RECORDS below:

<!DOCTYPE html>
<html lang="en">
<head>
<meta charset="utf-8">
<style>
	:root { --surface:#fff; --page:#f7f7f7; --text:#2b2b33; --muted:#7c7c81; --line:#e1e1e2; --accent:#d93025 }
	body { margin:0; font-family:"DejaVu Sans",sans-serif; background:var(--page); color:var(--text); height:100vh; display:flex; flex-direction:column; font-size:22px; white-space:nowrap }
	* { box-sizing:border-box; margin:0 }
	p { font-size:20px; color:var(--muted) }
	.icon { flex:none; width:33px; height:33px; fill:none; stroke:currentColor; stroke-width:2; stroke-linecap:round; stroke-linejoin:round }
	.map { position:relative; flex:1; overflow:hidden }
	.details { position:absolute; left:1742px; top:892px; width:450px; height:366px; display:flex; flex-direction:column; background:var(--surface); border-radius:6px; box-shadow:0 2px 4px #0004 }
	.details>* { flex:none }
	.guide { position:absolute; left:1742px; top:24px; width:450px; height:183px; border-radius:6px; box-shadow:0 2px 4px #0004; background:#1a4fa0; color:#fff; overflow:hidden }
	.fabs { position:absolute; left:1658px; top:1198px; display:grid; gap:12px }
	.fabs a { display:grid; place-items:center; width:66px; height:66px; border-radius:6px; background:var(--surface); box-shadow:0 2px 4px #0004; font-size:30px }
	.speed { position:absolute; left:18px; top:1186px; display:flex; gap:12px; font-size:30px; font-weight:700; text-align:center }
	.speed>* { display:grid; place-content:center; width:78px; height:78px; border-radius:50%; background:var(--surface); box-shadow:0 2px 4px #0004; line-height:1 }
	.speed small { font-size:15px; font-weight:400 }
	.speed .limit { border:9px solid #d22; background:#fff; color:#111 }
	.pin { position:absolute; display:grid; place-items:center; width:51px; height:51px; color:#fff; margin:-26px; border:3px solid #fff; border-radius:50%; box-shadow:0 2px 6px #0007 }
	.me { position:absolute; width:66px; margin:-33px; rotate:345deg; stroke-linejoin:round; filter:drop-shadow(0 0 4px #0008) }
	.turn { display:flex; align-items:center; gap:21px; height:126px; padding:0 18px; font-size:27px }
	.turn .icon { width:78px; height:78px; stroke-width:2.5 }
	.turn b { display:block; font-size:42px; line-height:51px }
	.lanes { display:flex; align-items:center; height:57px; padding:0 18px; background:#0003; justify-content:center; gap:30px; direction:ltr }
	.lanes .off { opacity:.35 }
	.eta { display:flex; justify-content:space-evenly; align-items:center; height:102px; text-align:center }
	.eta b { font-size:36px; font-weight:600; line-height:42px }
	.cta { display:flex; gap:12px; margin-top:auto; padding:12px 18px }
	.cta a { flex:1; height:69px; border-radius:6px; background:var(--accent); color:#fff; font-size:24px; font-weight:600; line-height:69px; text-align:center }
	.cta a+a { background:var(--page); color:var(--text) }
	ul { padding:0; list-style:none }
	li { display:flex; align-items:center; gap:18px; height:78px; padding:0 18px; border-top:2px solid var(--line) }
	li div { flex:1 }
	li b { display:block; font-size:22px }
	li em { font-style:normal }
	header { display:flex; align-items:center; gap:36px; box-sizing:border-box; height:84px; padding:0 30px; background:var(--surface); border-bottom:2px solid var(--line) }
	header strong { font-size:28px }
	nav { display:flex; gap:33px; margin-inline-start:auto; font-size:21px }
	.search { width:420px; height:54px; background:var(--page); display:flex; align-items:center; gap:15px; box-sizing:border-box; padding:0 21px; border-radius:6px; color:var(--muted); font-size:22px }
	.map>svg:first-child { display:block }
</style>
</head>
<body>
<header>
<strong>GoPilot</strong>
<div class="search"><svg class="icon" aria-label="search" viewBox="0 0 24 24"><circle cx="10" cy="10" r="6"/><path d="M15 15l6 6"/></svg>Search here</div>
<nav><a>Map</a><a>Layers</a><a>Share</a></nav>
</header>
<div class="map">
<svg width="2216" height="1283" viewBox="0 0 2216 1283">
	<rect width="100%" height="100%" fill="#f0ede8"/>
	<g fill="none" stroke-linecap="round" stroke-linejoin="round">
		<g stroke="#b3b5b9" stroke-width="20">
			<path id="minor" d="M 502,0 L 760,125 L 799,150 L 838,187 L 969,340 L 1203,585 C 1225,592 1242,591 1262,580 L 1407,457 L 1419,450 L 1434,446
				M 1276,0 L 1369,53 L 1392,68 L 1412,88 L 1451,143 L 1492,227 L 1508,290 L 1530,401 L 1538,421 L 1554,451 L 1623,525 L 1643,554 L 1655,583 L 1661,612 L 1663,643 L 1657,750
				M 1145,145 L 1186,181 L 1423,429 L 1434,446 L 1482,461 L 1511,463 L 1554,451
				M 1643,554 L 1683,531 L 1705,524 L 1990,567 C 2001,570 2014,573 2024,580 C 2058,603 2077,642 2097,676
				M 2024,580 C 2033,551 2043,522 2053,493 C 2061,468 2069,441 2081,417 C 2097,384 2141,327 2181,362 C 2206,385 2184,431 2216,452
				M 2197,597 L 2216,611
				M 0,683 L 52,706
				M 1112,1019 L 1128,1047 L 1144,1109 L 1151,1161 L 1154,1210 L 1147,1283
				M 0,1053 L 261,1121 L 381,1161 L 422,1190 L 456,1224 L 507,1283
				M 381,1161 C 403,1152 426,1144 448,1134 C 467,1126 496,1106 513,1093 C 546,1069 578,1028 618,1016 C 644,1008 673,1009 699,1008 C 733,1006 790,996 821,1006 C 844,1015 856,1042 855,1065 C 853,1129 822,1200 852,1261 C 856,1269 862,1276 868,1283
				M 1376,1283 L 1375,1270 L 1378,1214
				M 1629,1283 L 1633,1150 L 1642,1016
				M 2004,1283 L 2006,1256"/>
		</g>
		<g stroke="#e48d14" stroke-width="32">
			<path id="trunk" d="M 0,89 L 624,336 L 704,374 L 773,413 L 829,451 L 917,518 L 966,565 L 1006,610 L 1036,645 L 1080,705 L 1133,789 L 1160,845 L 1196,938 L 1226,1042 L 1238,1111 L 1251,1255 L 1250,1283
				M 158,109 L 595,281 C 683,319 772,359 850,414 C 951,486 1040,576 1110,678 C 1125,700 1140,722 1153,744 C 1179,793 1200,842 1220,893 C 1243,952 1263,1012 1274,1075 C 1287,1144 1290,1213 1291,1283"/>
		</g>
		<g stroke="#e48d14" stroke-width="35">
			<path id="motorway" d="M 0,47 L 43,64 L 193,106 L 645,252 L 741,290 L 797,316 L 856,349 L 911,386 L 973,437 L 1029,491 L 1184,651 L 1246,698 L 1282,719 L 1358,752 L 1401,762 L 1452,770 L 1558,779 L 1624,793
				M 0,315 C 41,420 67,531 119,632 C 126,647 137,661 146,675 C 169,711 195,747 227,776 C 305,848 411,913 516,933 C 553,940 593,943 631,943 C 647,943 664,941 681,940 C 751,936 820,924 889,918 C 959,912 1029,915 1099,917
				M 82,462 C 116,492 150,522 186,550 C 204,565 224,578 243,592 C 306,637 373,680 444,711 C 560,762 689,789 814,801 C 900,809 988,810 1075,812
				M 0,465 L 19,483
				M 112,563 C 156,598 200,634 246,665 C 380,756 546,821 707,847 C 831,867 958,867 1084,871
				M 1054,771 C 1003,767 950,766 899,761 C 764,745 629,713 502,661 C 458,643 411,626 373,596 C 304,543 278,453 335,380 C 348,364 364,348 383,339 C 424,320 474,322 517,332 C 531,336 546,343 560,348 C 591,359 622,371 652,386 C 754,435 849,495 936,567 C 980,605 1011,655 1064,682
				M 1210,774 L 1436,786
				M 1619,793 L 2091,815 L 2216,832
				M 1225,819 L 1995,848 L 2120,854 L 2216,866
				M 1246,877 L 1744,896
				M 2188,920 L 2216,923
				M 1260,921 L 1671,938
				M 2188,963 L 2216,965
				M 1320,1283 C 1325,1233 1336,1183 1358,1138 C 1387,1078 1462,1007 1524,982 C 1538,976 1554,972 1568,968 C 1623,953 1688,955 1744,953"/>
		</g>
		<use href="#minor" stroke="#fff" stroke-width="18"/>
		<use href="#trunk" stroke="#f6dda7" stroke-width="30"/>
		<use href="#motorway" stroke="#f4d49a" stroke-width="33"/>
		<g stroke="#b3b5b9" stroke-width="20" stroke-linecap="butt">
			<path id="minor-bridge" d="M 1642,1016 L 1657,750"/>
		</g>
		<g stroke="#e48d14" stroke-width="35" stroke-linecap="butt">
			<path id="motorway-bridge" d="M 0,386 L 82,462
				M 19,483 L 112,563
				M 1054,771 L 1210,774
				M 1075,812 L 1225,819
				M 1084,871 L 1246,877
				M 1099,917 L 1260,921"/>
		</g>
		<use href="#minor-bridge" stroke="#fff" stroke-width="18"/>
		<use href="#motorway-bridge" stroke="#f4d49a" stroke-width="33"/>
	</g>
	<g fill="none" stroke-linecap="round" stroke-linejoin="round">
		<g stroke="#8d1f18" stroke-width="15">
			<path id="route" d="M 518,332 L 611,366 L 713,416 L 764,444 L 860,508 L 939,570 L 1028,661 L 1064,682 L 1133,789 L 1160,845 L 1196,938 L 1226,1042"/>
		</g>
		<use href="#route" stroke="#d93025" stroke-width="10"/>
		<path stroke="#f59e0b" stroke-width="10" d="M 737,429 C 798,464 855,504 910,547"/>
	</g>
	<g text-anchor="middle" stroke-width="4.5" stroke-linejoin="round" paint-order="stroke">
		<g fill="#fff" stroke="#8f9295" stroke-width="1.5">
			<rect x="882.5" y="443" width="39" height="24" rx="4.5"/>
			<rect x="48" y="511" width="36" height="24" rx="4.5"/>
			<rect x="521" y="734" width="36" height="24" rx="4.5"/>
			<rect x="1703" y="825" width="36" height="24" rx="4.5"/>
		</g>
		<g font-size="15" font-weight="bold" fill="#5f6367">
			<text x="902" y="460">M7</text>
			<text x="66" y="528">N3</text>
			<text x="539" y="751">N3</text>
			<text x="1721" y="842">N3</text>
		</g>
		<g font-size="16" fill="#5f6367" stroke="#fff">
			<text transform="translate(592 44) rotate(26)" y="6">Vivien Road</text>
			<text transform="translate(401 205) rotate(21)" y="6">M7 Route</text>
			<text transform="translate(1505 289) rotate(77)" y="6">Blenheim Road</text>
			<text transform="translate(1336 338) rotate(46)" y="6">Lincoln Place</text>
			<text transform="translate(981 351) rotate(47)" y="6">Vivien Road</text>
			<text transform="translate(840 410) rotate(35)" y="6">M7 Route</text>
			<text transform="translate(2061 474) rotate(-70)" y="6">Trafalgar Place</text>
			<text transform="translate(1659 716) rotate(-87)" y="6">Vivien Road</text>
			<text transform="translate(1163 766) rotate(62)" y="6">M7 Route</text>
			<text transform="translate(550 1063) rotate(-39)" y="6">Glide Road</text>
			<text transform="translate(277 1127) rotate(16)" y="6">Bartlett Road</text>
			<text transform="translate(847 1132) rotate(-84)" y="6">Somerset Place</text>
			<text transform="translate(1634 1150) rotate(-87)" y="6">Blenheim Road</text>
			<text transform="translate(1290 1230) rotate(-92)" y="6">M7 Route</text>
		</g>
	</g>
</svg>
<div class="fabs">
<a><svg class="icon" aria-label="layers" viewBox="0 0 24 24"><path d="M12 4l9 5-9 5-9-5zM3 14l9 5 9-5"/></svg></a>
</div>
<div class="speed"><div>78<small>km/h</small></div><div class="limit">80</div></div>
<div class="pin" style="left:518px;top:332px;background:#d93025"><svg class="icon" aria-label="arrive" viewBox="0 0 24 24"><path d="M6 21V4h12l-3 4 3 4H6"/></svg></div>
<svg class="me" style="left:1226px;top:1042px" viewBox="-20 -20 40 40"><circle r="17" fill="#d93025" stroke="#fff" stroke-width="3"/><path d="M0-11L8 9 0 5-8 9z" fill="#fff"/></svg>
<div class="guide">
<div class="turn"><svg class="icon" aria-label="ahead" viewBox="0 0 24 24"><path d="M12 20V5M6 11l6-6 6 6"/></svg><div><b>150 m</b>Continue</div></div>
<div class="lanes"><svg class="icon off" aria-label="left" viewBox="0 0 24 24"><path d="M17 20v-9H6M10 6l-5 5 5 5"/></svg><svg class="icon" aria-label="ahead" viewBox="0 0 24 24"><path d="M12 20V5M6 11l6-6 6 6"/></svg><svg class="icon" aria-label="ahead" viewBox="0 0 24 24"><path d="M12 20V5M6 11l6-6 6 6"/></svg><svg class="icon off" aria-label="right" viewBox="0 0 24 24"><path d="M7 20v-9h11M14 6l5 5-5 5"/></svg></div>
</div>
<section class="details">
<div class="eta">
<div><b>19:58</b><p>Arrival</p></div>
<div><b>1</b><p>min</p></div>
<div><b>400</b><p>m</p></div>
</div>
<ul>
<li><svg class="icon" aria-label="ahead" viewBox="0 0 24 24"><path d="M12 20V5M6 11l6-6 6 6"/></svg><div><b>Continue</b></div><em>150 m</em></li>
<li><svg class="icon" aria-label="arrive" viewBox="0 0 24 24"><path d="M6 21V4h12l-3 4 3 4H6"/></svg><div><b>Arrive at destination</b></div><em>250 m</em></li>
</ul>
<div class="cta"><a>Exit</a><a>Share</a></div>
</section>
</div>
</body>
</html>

End of RECORDS.

TASK DETAILS: Using the data above, reproduce exactly the lines between those holding "position:absolute; left:1742px; top:892px;" and "position:absolute; left:1742px; top:24px;", inclusive, and no others.

THE ANSWER:
	.details { position:absolute; left:1742px; top:892px; width:450px; height:366px; display:flex; flex-direction:column; background:var(--surface); border-radius:6px; box-shadow:0 2px 4px #0004 }
	.details>* { flex:none }
	.guide { position:absolute; left:1742px; top:24px; width:450px; height:183px; border-radius:6px; box-shadow:0 2px 4px #0004; background:#1a4fa0; color:#fff; overflow:hidden }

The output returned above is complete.